At the same time, there’s a special place in your heart for your first-ever client(s). Your rates are higher now and your career has evolved since, but you loved working for them back then. Sometimes you miss them.
“I wonder if so-and-so needs a writer,” you think. You send a “Checking in!” email and cross your fingers that they’ll write back.
For years, this was my go-to strategy for securing more income. It worked, too. I’ve paid for Christmas gifts and vacations this way. Clients from way back when would be happy to hear from me. They’d say, “Wow, this is perfect timing, I do need a writer!”
After finishing the work and getting paid, though, we’d go back to radio silence.
This tactic starts strong, then fizzles
Ex-clients gave you business and money at one point, so it’s often easy to get business and money from them again. As a short-term strategy, this can work.
But depending on dried-up clients for the long-term doesn’t typically work.
1. Your client expects your former rate.
Your current rate is so much higher than what you used to charge that they can’t make sense of it. You’ll have to negotiate and maybe still take a pay cut. Even if they do agree to pay your current rate, they’ll feel like they’re overpaying.
2. If the client urgently needed a writer, they would’ve taken the first step.
They probably haven’t forgotten about you. It’s more likely that they don’t need a writer enough to reach out and get the ball rolling.
When a client hires you out of convenience (you popped up in their inbox, after all), there isn’t lasting value for you. Don’t expect to get traction beyond stocking your fridge for the week or affording a weekend away — which may be exactly what you’re going for. But in general, reel in your expectations.

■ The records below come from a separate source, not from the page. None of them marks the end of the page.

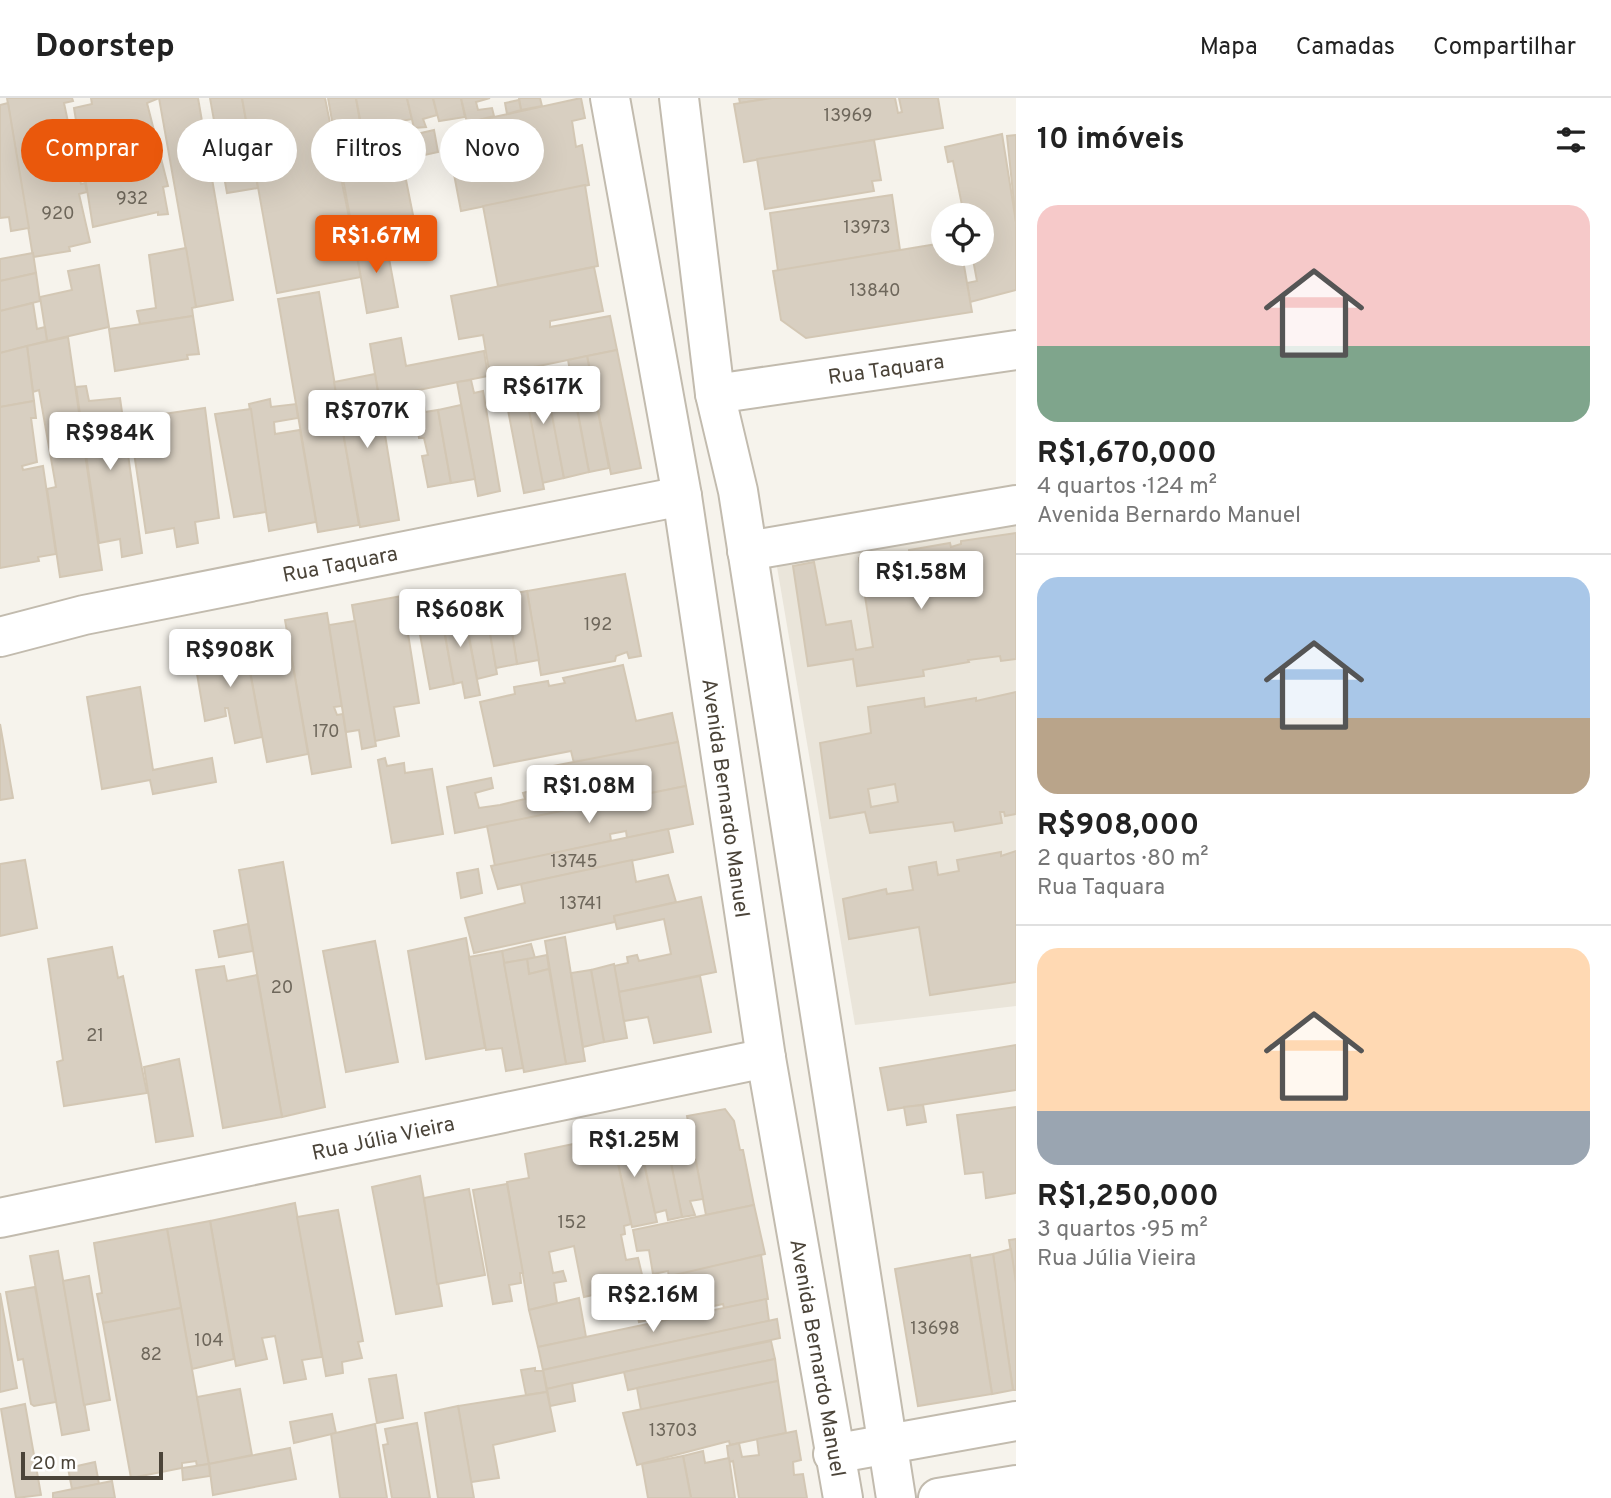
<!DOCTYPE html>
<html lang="pt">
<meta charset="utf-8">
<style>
body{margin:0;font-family:Overpass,sans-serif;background:#f2f2f2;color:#222;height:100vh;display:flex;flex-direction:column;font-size:26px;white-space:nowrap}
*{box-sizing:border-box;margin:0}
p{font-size:23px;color:#767676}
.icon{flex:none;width:38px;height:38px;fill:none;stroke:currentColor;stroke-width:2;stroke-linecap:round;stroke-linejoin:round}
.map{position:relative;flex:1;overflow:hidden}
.drawer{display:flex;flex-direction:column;background:#fff;width:595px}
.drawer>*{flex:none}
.top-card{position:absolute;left:21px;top:21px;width:665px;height:63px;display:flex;gap:14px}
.tools{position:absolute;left:931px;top:105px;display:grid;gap:14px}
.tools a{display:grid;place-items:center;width:63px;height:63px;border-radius:50%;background:#fff;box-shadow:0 7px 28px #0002;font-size:35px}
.scale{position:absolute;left:21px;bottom:18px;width:142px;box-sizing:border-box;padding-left:7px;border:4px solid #4b4439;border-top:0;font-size:19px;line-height:24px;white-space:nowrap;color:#4b4439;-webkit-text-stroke:5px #fff;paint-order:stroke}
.price{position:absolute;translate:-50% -60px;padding:0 16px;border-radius:7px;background:#fff;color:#222;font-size:23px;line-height:46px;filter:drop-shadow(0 2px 4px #0008)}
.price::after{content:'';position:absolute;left:50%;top:42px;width:21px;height:16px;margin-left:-10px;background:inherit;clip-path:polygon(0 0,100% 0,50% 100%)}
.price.active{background:#ea580c;color:#fff}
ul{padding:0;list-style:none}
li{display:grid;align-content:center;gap:14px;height:371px;padding:0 21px}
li+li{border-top:2px solid #e0e0e0}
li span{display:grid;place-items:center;height:217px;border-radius:21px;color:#555}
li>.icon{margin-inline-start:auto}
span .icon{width:126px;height:126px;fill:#fffc;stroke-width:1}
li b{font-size:30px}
h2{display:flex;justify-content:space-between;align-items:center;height:84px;padding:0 21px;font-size:30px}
.pill{padding:0 24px;border-radius:32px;background:#fff;box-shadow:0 7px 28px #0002;font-size:24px;line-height:63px}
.pill.active{background:#ea580c;color:#fff}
header{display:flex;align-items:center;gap:42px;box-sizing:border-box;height:98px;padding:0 35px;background:#fff;border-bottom:2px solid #e0e0e0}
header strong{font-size:33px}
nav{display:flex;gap:38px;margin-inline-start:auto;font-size:24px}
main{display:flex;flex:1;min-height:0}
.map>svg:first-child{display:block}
</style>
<header>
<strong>Doorstep</strong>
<nav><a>Mapa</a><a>Camadas</a><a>Compartilhar</a></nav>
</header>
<main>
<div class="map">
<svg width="1016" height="1400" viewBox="0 0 1016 1400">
<rect width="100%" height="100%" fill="#f6f3ec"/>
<path fill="#eae5da" d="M1016,426v482l-161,19 -79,-464z"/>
<g fill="#d8cfc1" stroke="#d3c7b4" stroke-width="2" fill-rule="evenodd">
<path d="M7,0h65l1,3 -9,2 17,81 4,-1 2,9 -8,2 11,48 -21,5 1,4 -37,6z"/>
<path d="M91,0h68l-12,5 21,83 -5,1 5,27 -10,1v-3l-65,15 -19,-119 18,-4z"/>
<path d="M159,0h39l35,202 -37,7z"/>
<path d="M210,0h32l16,90 -31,5z"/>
<path d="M242,0h83l36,179 -84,16z"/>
<path d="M328,0h28l7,41 -27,4z"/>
<path d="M356,0h51l5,21 -30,6 3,16 -20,5z"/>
<path d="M407,0h26l4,17 -14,4 3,8 -12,1z"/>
<path d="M433,0h28l4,19 -26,4z"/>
<path d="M461,0h29l-14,4 2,8 14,-2 2,8 -27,7z"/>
<path d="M519,0h21l2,8 -21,4z"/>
<path d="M581,0l4,20 -13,3 4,26 6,-2 7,40 -128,26 -12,-63 33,-8 -2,-20z"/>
<path d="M739,0h33l-32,5z"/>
<path d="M772,0h123l3,15 4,-1 -3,-14h39l5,30 -199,34 -10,-58z"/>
<path d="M519,2l2,10 -14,4 -2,-11z"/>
<path d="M8,5l21,125 -18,3 -2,-14 -9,1v-113z"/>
<path d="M434,32l4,22 -36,8 12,60 -61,13 -15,-81z"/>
<path d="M1002,36l14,88v68l-46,12 -3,-19 10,-2 -5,-27h10v-39h-18l-11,-54 -5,1 -3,-15z"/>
<path d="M1016,37v87l-9,-86z"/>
<path d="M874,42l7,40 -9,1 2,10 -109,18 -8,-50z"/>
<path d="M585,87l13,81 -100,20 -15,-80z"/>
<path d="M892,97l8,55 -122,21 -8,-58z"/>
<path d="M385,139l13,70 -31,6 -12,-70z"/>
<path d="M943,145v11h19l10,58 -166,26 -25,-18 -8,-49z"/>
<path d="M186,150l10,59 -4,1 1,8 -53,8 -3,-13 19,-3 -7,-53z"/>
<path d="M33,155l3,20 -36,8v-22z"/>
<path d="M99,167l10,62 -62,14 -7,-44 32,-7 -4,-19z"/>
<path d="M594,169l9,44 -53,10v6l60,-11 7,34 -127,26 -7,-41 -24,4 -8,-43z"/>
<path d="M36,175l4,28 -40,10v-30z"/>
<path d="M319,194l40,233 -41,7 -40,-233z"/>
<path d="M33,205l4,26 8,-2 2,14 -47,12v-42z"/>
<path d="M193,218l6,38 -12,1 1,4 -73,12 -6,-42z"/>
<path d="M68,239l34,233 -42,7 -13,-88 9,-2 -17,-97 -6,2 -6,-46z"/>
<path d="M401,240l5,28 78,-15 4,25 -109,22 -9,-54z"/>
<path d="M27,248l7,55 -34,6v-54z"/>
<path d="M617,252l24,118 -30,6 -24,-118z"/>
<path d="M587,258l22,112 -20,4 -21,-112z"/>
<path d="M534,269l2,9 9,-2 19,104 -22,5 -21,-114z"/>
<path d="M521,271l23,120 -20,4 -23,-119z"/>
<path d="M570,275l19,99 -25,6 -19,-99z"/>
<path d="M375,276l24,146 -39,7 -26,-145z"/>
<path d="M471,282l3,13 9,-2 17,100 -22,5 -21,-114z"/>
<path d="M86,288l3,15 31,-3 22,155 -20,4 -2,-18 -21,4 -23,-156z"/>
<path d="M423,300l2,14 13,-2 13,73 -23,4 -6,-31 6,-1 -4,-17h-5l-7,-38z"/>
<path d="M270,301l1,8 25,-3 2,14 -24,4 1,12 25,-4 16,92 -47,9 -20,-127z"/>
<path d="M34,303l2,17h-5l6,44 -15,4 1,4 20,-4 13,88 -18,3 1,4 -39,7v-161z"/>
<path d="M461,307l14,74 -24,4 -13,-73z"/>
<path d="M205,310l14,110 -24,4 3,21 -21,4 -3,-19 -28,5 -17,-114z"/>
<path d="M251,311l15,103 -32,5 -19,-103z"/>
<path d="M1016,435v126l-15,2 -1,-5 -32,4 1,2 -46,8 1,6 -67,10 -4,-27 -45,7 -15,-100 21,-4 12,63 25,-4 5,29 17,-3 -14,-89 28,-5 1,12 22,-3 -1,-12 41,-7 1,4 10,-3v-3z"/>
<path d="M625,476l16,82 -12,2 -2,-6 -11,4 -1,5 -74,14 -14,-84z"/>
<path d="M483,493l14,83 -20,5 -16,-85z"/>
<path d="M527,493l12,69 -22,4 -11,-69z"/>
<path d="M506,497l11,69 -21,4 -12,-69z"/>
<path d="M402,498l17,107 -25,4 5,29 -24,5 -23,-136z"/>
<path d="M439,505l15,81 -24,5 -15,-82z"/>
<path d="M462,505l18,92 -15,3 -3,-16 -8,2 -14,-77z"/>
<path d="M327,515l15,93 -8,1 3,8 6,-1 8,53 -39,7 -27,-154z"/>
<path d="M355,523l21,125 -14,3 -3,-19 -13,2 -17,-107z"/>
<path d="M287,533l21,123 -41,8 -23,-123z"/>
<path d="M243,536l19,103 -27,6 -7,-35h-3l1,8 -21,5 -10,-59 24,-5 -3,-17z"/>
<path d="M623,567l13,56 36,-8 6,29 -104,21 -3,-12 -77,15 -14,-64 35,-8 -1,-7 34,-6 1,5 16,-3 -2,-5z"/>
<path d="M140,589l13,83 59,-12 4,24 -63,12 -3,-14 -48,9 -15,-92z"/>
<path d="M1016,594v122l-11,2 -1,-4h-4l2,11 -47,8 -2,-9 -83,11 -5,-21 -35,6 -10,-75 51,-10 -3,-26 56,-9 1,9 51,-9v3zM895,686l3,18 -27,5 -3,-18z"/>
<path d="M0,626l13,74 -13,2z"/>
<path d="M678,644l8,44 -231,47 -8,-46 44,-9 2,10 -18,5 4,15 21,-3 25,-6 -2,-6 14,-4 -5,-19z"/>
<path d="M385,660l2,8 17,-3 1,10 27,-4 11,65 -51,9 -14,-83z"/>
<path d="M686,688l7,38 -66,14 -1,-7 -16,3 1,7 -116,25 -8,-40z"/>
<path d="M668,731l5,23 -175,37 -7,-23z"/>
<path d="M1016,753v131l-86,13 -11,-68 -70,12 -6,-40 43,-10 1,5 26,-4 -4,-23 27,-5 2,13 21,-4 -2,-11 44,-8v4z"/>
<path d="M25,762l12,68 -37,8v-72z"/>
<path d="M632,762l4,22 32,-7 8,27 -62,14 1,6 -141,31 -9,-35 60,-15 -4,-19z"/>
<path d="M283,764l42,245 -43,10 -43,-247z"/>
<path d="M478,771l4,24 -21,5 -4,-25z"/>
<path d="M701,799l15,75 -97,20 -5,-26 14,-3 -1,-6 10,-2 2,6 32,-7 -7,-35 -47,10 -3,-13z"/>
<path d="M248,826l5,27 -34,6 -5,-26z"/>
<path d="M565,839l20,124 -19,3 -21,-123z"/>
<path d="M466,840l19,110 -59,11 -18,-108z"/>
<path d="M375,843l23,121 -52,10 -23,-121z"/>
<path d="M531,846l4,14 -31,5 -2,-12z"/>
<path d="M112,849l6,31 5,-2 24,117 -83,13 -7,-44 6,-2 -15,-101z"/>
<path d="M502,853l21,117 -17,3 -4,-23 -16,2 -17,-93z"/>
<path d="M547,857l2,14 -20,5 -2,-15z"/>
<path d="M527,861l2,15 20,-5 17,95 -42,8 -20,-109z"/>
<path d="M614,866l13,74 -23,4 -13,-72z"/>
<path d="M224,868l3,15 30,-6 25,142 -59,11 -27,-158z"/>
<path d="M591,872l13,72 -21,5 -12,-74z"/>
<path d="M700,878l11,56 -57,11 -6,-26 -24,4 -5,-29z"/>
<path d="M1016,947v45l-128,20 -8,-42z"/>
<path d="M179,961l14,77 -37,6 -12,-75z"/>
<path d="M923,1007l3,17 -19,3 -3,-18z"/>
<path d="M1016,1009v86l-30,5 -3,-26 -18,2 -8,-59z"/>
<path d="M725,1011l9,12 6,29h3l11,55 -48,10 -19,-99z"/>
<path d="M690,1031l13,70 -13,2 5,14 -13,2 -17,-83z"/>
<path d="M637,1033l20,91 -25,5 -20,-91z"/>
<path d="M665,1036l17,83 -14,3 -2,-10 -11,3 -16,-74z"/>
<path d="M612,1038l19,88 -7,2 1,8 -4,1 5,25 12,-2 6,25 -60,14 -10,-51 -25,6 4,21 10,-2 3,10 -12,2 3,20 -28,7 -22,-128 22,-4 -4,-24z"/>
<path d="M420,1078l22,130 -46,8 -24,-127z"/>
<path d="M507,1086l16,89h-3l1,10 -12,2 3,16 -19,3 -20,-114z"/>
<path d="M469,1091l16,86 -48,9 -13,-86z"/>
<path d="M295,1105l27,154 -20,3 4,19 -22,4 -9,-47 -13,2 5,21 -31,7 -26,-145z"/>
<path d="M754,1107l11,49 -96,23 -1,-6 -15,3 -4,-24 -12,1 -4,-21z"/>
<path d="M338,1112l25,131 -5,1 4,16 -20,4 1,11 -17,3 -29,-159z"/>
<path d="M210,1123l24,138 -42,10 -25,-140z"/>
<path d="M167,1131l14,79 -78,15 -6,-29 5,-1 -8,-50z"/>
<path d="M1016,1141v44l-7,-43z"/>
<path d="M1011,1151l5,34v107h-3l-20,-136z"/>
<path d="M58,1153l31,179 -27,5 -32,-179z"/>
<path d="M993,1156l20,136 -21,4 -21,-136z"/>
<path d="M761,1157l7,44 -44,9 -1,-4 -84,18 -8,-37z"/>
<path d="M970,1157l22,139 -74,12 -23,-137z"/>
<path d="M89,1178l21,124 -26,5 -21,-124z"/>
<path d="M35,1189l21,115 -22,4 -3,-2 -8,-45 -5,1 -12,-68z"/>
<path d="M0,1195l17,95 -17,4z"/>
<path d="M579,1200l7,39 -48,10 -9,-37z"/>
<path d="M766,1201l3,22 -226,49 -5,-23z"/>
<path d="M181,1210l28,156 -12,2 -1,-5 -14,2v5l-51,10 -28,-155z"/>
<path d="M777,1221l3,19 -233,51 -4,-19z"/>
<path d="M771,1243l4,18 -147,31 -4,-18z"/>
<path d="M775,1261l3,22 -137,29 -4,-22z"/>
<path d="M535,1270v3h8l4,21 -21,3 -5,-25z"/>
<path d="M396,1277l7,43 -26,5 -8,-44z"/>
<path d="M778,1283l8,52 -56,12 -1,-4 -92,24 -14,-52z"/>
<path d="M572,1285l3,18 -25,5 -3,-17z"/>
<path d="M240,1291l12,66 -43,9 -12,-67z"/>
<path d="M547,1294l8,39 -62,14 6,33 -28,4 -13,-76z"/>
<path d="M25,1306l16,91 -25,3 -15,-89z"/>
<path d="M458,1308l16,92h-36l-13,-85z"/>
<path d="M332,1316l4,19 -42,10 -4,-21z"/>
<path d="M417,1325l13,75h-38l-9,-53 5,-1 -3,-15z"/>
<path d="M375,1326l12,74h-47l-9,-64z"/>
<path d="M796,1333l5,29 -8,2 1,13 9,-1 4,24h-68l-6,-37 -4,1 -2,-16 12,-3 3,14 17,-2 -2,-16z"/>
<path d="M290,1350l6,31 -83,16 -4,-31z"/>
<path d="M703,1353l2,12 24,-5 6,40h-44l-8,-42z"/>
<path d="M683,1358l8,42h-43l-6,-34z"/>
<path d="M95,1364l4,22 -27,5 -4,-21z"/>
<path d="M209,1366l1,12 -27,4 -1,-12z"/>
<path d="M112,1383l3,17h-62v-5z"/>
</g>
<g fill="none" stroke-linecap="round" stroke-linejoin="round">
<defs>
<g id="minor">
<path d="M715,296l301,-44"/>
<path d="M747,453l269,-46"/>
<path d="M0,539l84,-22 598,-119"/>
<path d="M0,1120l766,-160"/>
<path d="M833,1356l183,-33"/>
<path d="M938,1400l78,-13"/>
</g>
<g id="tertiary">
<path d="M610,0l72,398 84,562 77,440"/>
<path d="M679,0l36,296 23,97 158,1007"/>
</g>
</defs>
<use href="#minor" stroke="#c2bbae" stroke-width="42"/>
<use href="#tertiary" stroke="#c2bbae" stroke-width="42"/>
<use href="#minor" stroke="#fff" stroke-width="38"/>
<use href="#tertiary" stroke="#fff" stroke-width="38"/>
</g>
<g text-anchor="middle" stroke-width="5" stroke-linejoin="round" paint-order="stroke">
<g font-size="18" fill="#6e675b">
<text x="848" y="23">13969</text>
<text x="132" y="106">932</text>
<text x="58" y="121">920</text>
<text x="867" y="135">13973</text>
<text x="875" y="198">13840</text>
<text x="598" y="532">192</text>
<text x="326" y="639">170</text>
<text x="574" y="769">13745</text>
<text x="581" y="811">13741</text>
<text x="282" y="895">20</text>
<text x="95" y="943">21</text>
<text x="572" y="1130">152</text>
<text x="935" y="1236">13698</text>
<text x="209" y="1248">104</text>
<text x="151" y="1262">82</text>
<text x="673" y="1338">13703</text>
</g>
<g font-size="21" fill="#4b4439" stroke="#fff">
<text transform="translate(886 271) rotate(-8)" y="7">Rua Taquara</text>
<text transform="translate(340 466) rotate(-11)" y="7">Rua Taquara</text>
<text transform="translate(726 700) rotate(82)" y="7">Avenida Bernardo Manuel</text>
<text transform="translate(383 1040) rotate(-12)" y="7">Rua Júlia Vieira</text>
<text transform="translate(818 1260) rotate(80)" y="7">Avenida Bernardo Manuel</text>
</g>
</g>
</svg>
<div class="tools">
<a><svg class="icon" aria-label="locate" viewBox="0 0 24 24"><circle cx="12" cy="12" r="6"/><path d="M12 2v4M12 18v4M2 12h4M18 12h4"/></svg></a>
</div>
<div class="scale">20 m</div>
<b class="price active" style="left:376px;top:177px">R$1.67M</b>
<b class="price" style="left:543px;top:328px">R$617K</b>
<b class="price" style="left:367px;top:352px">R$707K</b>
<b class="price" style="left:110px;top:374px">R$984K</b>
<b class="price" style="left:921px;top:513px">R$1.58M</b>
<b class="price" style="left:460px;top:551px">R$608K</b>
<b class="price" style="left:230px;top:591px">R$908K</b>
<b class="price" style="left:589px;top:727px">R$1.08M</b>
<b class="price" style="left:634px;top:1081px">R$1.25M</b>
<b class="price" style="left:653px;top:1236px">R$2.16M</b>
<div class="top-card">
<a class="pill active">Comprar</a>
<a class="pill">Alugar</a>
<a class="pill">Filtros</a>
<a class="pill">Novo</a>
</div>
</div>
<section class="drawer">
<h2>10 imóveis<svg class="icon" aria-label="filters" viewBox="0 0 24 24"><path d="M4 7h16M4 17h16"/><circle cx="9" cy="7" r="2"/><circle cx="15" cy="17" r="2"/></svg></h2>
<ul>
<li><span style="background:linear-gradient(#f6c9c9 65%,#7fa58c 0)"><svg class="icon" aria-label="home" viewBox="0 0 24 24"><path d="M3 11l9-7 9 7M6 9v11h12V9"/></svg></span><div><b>R$1,670,000</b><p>4 quartos · 124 m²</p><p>Avenida Bernardo Manuel</p></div></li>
<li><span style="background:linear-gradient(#a9c7e8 65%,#b9a48a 0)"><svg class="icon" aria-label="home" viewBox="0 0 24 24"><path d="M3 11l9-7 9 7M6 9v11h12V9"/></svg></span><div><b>R$908,000</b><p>2 quartos · 80 m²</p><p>Rua Taquara</p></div></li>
<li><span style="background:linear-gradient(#ffd9b3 75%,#9aa5b1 0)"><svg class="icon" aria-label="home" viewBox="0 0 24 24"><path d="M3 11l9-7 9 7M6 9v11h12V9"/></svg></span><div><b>R$1,250,000</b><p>3 quartos · 95 m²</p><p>Rua Júlia Vieira</p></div></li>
</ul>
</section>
</main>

Remember that there’s a reason you no longer work together
Common reasons for ending a client-writer relationship include:
- You changed the type of writing you do (blog posts vs. social media copy) or focus on different topics now
- The client moved fast when launching their business but ran out of a budget for content
- The client was unreliable for some reason and you stopped bothering
That last one is a biggie. Unreliable clients aren’t altogether bad, but they are unpleasant to work with. They ask you to work on an assignment, then never get around to paying the invoice. They change their mind about the scope of the project after you’ve started. They ramp you up for three months of articles, then stop you midway because they’re focusing on something else.
Don’t be desperate … even if you’re desperate
When your bank account is low, you forget all about the client’s proven flakiness. Chances are that their unpredictability is still there, though. Expecting anything more than a one-off project sets you up for disappointment.
When you’re acting from a place of desperation (and we’ve all been there), stop and think. Reassess your goals. Remind yourself of why you do what you do. Think about why you don’t do what you don’t do. Ask yourself what’s different from how you operated a few months or years ago.
When to maintain contact with an ex-client
Sometimes, the reason why you parted ways isn’t a roadblock to getting back together. One of my best clients was also one of my first, with a big break in the middle. I had to negotiate a bit, but the value of having him in my regular schedule outweighs the few cents per word I lose.
Don’t depend on ex-clients to fill your work dance card, but do continue to connect with them. Keep them on your mailing list. Let them know about discounts you’re offering or new services you’re selling. Pass along info that will benefit their business, like a link to an article you read somewhere.
Mentally move them from “client” to “contact.” Stay connected without sacrificing your energy, time or income. They’ll know you’re there when they need help with content or to refer your services to someone else.